Any how to's? on how to lower the truck with tortion bars? or blocks? :cheers:


----------



## Elbow Greese (Feb 22, 2004)

on the front, the torsion bars would just need to be loosened (free!), but the alignment will be off afterwards.
Make sure you do this on a level surface and measure from the top lip of the wheel, NOT the tire, to the fender on each side and get it even.
If may be the case that you'll have to loosen one side more than the other because of metal fatigue over the nearly 20 years of use on them.
For the rear, blocks generally work fine (this is a 2wd with spring under axle, right?), but preferably you could either remove a spring from the pack (less spring rate - will lower the rear end and make a softer ride, but get ready for axle wrap or wheel hopping under load) or get lowering leaf springs (if in fact they make them).
Hope this helps,
Todd


----------



## xX40ozPimpXx (Sep 4, 2004)

thanks dude. 

know anywhere taht sells these blocks for the back?
and if it messed up the alignment could a tire shop re align it without raising it back up? :thumbup:


----------



## Elbow Greese (Feb 22, 2004)

Mist places like autozone, pepboys, etc. will sell the blocks.
It depends on if it's a spring-over or spring-under axle wether it will lift or lower the truck. IIRC, the 2wd's are spring under so it will drop the back.
An alignment shop should be able to get back into spec without lifting it as long as it's not too far dropped. There may be some limitations to how much the A-arms can be adjusted.
Pick up a Haynes manual and look over what needs to be adjusted to do an alignment.

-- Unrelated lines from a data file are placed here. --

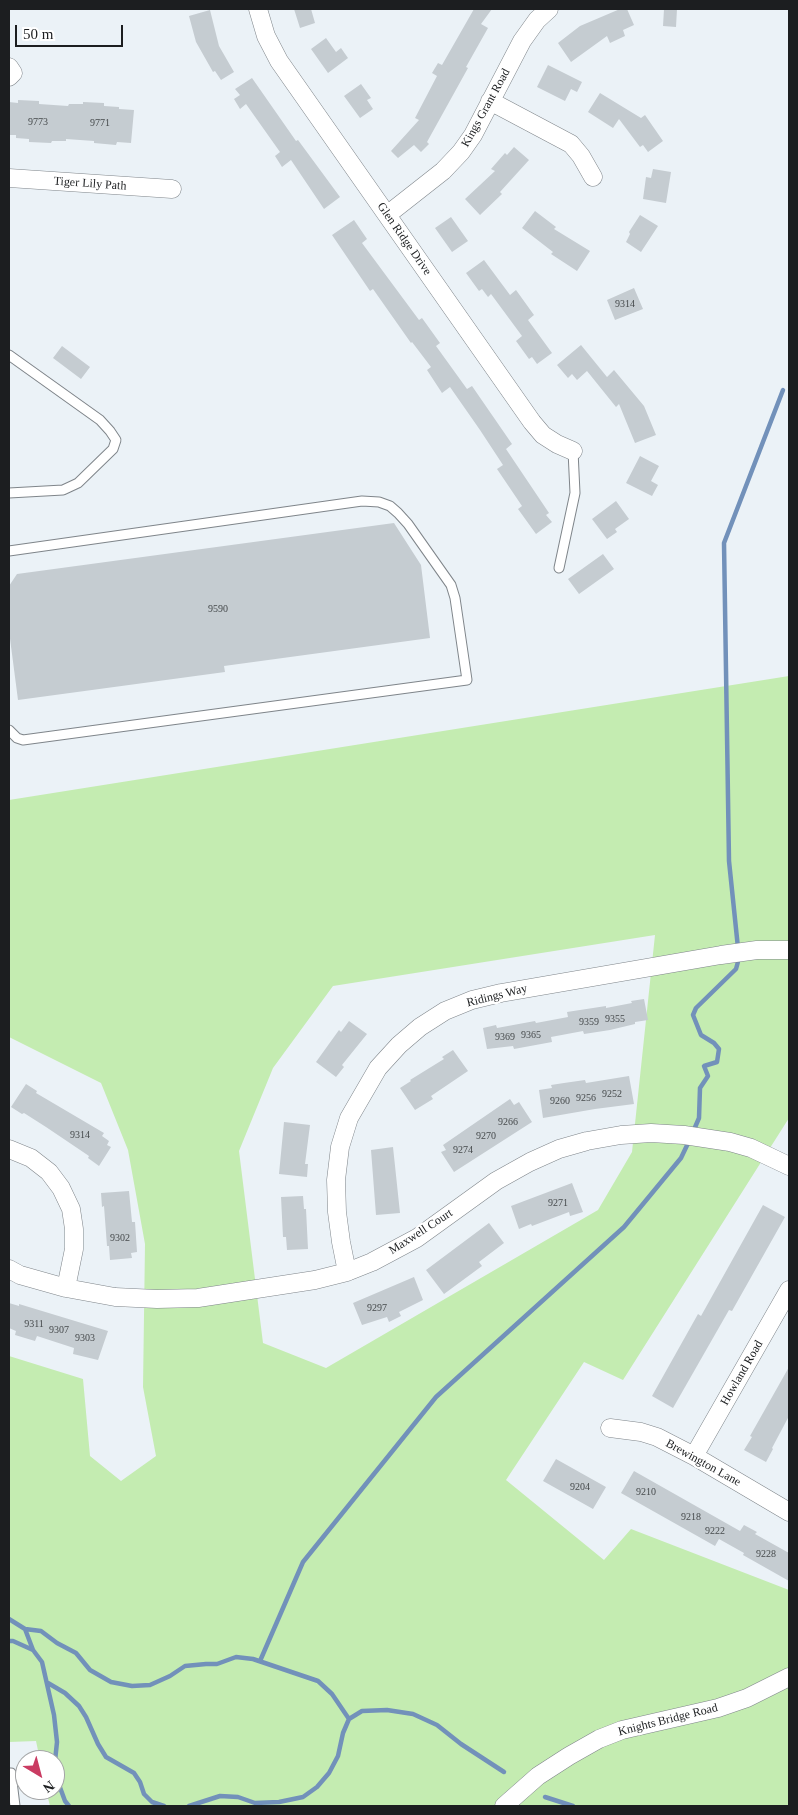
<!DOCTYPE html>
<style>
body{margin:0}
#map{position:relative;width:798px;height:1815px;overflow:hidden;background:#ebf2f7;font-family:"Times New Roman",serif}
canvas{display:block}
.frame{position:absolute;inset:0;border:10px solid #1c1e20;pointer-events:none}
.north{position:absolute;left:15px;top:1750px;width:50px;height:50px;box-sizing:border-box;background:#fff;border:1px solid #a4a5a6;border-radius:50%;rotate:143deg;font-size:14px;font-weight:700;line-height:20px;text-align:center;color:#1c1e20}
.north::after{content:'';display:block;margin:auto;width:18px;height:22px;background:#ca3b62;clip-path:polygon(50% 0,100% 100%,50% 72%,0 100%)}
.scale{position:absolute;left:15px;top:25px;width:108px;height:22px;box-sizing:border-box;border:2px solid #1c1e20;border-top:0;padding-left:6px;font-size:15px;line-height:18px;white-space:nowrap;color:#1c1e20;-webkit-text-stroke:4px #fff;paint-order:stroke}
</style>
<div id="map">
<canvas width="798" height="1815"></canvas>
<div class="frame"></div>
<div class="north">N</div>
<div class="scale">50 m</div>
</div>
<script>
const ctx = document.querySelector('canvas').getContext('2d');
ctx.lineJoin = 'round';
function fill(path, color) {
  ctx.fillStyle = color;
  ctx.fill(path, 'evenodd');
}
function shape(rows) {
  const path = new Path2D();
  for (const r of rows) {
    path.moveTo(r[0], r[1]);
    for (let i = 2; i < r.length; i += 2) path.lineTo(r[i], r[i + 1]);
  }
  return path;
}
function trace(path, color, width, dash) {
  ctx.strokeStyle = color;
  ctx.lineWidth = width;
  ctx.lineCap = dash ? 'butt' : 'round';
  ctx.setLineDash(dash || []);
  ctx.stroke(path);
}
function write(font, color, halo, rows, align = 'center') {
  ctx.font = font + ' "Times New Roman",serif';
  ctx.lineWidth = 4.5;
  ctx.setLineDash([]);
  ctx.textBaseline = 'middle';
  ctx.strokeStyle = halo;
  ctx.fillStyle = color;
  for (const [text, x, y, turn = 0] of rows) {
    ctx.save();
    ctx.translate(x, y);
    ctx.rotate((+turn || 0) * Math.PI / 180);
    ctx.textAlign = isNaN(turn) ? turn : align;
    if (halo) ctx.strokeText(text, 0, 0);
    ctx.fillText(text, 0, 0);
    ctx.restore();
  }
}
fill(shape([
 [789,676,789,1118,623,1380,584,1362,506,1480,604,1560,631,1529,789,1590,789,1806,50,1806,46,1790,55,1790,55,1760,40,1760,36,1741,9,1742,9,1356,83,1379,90,1456,121,1481,156,1456,143,1387,145,1244,128,1150,101,1083,9,1037,9,800],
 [655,935,632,1152,598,1210,326,1368,263,1343,239,1151,273,1068,333,986]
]), '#c4ecb1');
trace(shape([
 [738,948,729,861,724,543,783,390],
 [693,1132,699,1118,700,1088,708,1076,704,1066,717,1062,719,1049,714,1043,701,1035,693,1015,696,1008,736,969,739,958],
 [9,1619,25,1629,41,1631,57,1643,76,1653,90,1670,111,1682,132,1686,150,1685,170,1676,185,1666,206,1664,217,1664,236,1657,253,1659,318,1681,332,1694,349,1719],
 [25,1629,33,1650],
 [9,1641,13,1641,33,1650,42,1662,54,1715,57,1742,55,1761,58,1782,65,1801,69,1806],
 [260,1661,303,1562,436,1397,624,1227,681,1158,690,1139],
 [48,1683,65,1693,79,1706,86,1717,98,1744,106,1757,134,1773,140,1782,144,1794,152,1802,164,1806],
 [545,1797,573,1806],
 [189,1806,220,1796,238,1797,255,1803,279,1802,303,1797,317,1787,329,1773,338,1756,343,1733,349,1719,362,1711,387,1710,413,1714,437,1725,461,1744,504,1772]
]), '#7291ba', 4.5);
fill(shape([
 [294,9,311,9,315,23,300,28],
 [474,9,492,9,481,24,488,28,466,67,468,68,427,142,429,144,421,152,414,145,398,158,391,151,419,120,415,118,437,76,432,73,438,63,442,65],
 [620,9,627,9,634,25,623,30,625,36,610,43,607,36,571,62,558,43,580,26],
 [664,9,677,9,676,27,663,26],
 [210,10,219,46,234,72,221,80,215,71,213,72,196,42,189,16],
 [326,38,336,52,341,48,348,58,328,73,311,49],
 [548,65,582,82,577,92,571,89,565,101,537,87],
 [252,78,296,141,298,140,340,197,324,209,291,160,282,167,275,156,280,152,246,104,240,109,234,99,240,95,235,89],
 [361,84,371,98,367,100,373,109,360,118,344,96],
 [600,93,641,118,645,115,663,141,648,152,643,145,640,147,619,119,613,128,588,112],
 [18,100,39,101,39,104,68,106,69,104,83,104,83,102,104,103,104,106,119,107,119,109,134,110,131,143,117,142,116,145,94,143,94,141,66,139,66,141,52,141,51,143,29,142,29,139,16,138,16,135,9,135,9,102,18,103],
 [514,147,529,160,500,192,502,194,480,215,465,199,495,171,491,169,505,153,507,155],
 [653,169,671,172,666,203,643,199,646,177,651,178],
 [535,211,556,227,554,229,590,251,577,271,551,254,553,252,522,228],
 [640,215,658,226,641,252,626,242,630,234,629,232],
 [451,217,468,241,452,252,435,228],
 [354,220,367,239,362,243,419,320,422,318,440,343,436,346,467,389,472,386,512,444,506,449,549,513,546,515,552,522,536,534,518,509,522,506,497,469,503,465,480,430,450,387,442,393,427,370,431,367,412,342,411,343,373,289,370,291,332,235],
 [484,260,510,295,516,290,534,315,528,320,552,353,537,364,532,357,529,359,516,341,522,336,491,294,488,297,482,289,479,291,466,273],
 [634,288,643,309,615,320,607,300],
 [581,345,607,377,614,370,644,406,656,435,635,443,619,404,616,407,587,371,577,380,572,374,568,378,557,365],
 [62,346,90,367,81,379,53,358],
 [640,456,659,466,651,481,658,485,652,496,626,483],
 [616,501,629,519,615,529,617,532,607,539,592,519],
 [394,523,421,565,430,638,224,666,225,672,18,700,9,631,9,586,17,574],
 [603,554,614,569,579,594,568,579],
 [644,999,648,1020,635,1022,635,1024,610,1030,584,1034,583,1031,551,1037,552,1042,514,1049,513,1046,487,1049,483,1028,496,1025,497,1028,535,1021,536,1023,568,1017,567,1012,606,1006,606,1008,632,1003,631,1001],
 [349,1021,367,1034,342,1065,344,1067,336,1077,316,1062,339,1030,341,1032],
 [453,1050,468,1071,431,1096,433,1099,415,1110,400,1088,411,1081,410,1080,444,1059,442,1057],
 [629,1076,634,1104,595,1109,543,1118,539,1090,552,1088,551,1085,564,1083,585,1080,586,1083],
 [26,1084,37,1091,36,1093,104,1133,102,1136,109,1141,107,1145,111,1147,99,1166,88,1158,89,1156,46,1127,24,1113,22,1114,11,1107],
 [510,1099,514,1105,519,1102,532,1122,454,1172,441,1152,446,1150,443,1145],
 [284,1122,310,1125,305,1164,308,1164,307,1177,279,1174],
 [393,1147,400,1213,376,1215,371,1150],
 [572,1183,583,1212,570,1216,569,1212,532,1226,531,1224,519,1229,511,1206],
 [129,1191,132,1222,135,1222,137,1252,131,1253,132,1258,110,1260,109,1246,107,1246,104,1206,102,1207,101,1193],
 [303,1196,304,1209,306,1209,308,1249,287,1250,286,1237,283,1237,281,1197],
 [763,1205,785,1217,732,1311,729,1310,673,1408,652,1396,698,1314,701,1316],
 [489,1223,504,1243,479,1262,482,1266,444,1294,426,1270],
 [414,1277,423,1300,399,1312,401,1316,389,1322,387,1317,362,1325,353,1303],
 [9,1303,19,1306,19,1304,108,1331,98,1360,73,1354,74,1348,37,1336,35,1341,15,1335,16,1331,9,1328],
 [789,1367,789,1416,772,1448,773,1449,766,1462,744,1450,752,1437,750,1436],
 [556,1459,606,1487,593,1509,543,1481],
 [634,1471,740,1531,744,1525,757,1532,755,1534,789,1553,789,1581,743,1555,744,1553,719,1539,715,1546,621,1493]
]), '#c5ccd1');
const lane = shape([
 [9,355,100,420,110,431,116,440,113,449,78,483,63,490,9,493],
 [9,551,362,501,379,502,390,506,398,513,408,524,451,585,455,598,467,680,23,740,17,738,9,730],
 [559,568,575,493,573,451],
 [9,1773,11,1773,15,1806]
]);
const street = shape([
 [258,9,266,36,279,61,532,422,543,435,557,444,573,451],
 [9,67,13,73,9,77],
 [490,101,571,144,581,156,593,177],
 [9,178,172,189],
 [387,215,443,171,461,152,473,135,522,41,537,20,549,9],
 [9,1149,31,1158,49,1172,61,1188,71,1209,74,1229,74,1249,66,1288],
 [9,1269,20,1275,66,1288,115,1297,157,1299,198,1298,315,1280,347,1272,372,1262,417,1238,496,1181,530,1162,559,1149,587,1141,621,1135,651,1133,684,1135,730,1142,751,1148,789,1166],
 [347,1272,341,1242,337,1212,336,1180,340,1147,349,1118,378,1068,399,1045,420,1027,445,1011,472,1000,501,993,721,955,757,950,789,950],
 [610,1428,641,1432,657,1437,694,1456,789,1512],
 [694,1456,789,1290],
 [504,1806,538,1776,569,1756,599,1739,622,1730,718,1708,747,1698,789,1677]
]);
trace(lane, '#7f858a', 11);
trace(street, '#7f858a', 19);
trace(lane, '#fff', 9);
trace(street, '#fff', 18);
write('10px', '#464a4c', null, [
 ["9773",38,122],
 ["9771",100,123],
 ["9314",625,304],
 ["9590",218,609],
 ["9355",615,1019],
 ["9359",589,1022],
 ["9365",531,1035],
 ["9369",505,1037],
 ["9252",612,1094],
 ["9256",586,1098],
 ["9260",560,1101],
 ["9266",508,1122],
 ["9314",80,1135],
 ["9270",486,1136],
 ["9274",463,1150],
 ["9271",558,1203],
 ["9302",120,1238],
 ["9297",377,1308],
 ["9311",34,1324],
 ["9307",59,1330],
 ["9303",85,1338],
 ["9204",580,1487],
 ["9210",646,1492],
 ["9218",691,1517],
 ["9222",715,1531],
 ["9228",766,1554]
]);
write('12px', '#1c1e20', '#fff', [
 ["Kings Grant Road",486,108,-61],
 ["Tiger Lily Path",90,184,4],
 ["Glen Ridge Drive",404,239,55],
 ["Ridings Way",497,996,-14],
 ["Maxwell Court",421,1232,-33],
 ["Howland Road",742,1373,-60],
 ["Brewington Lane",703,1463,29],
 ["Knights Bridge Road",668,1720,-14]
]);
</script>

You may be able to get an idea of how far you can go without going out of the adjustment range.


----------



## xX40ozPimpXx (Sep 4, 2004)

Awesome thanks for the help.

i have a haynes manual for it. 
so as soon as me and my buddy get the clutch going and fixed
we will be looking into lowering it. im hopeing to get it down about 2-3" from stock height


----------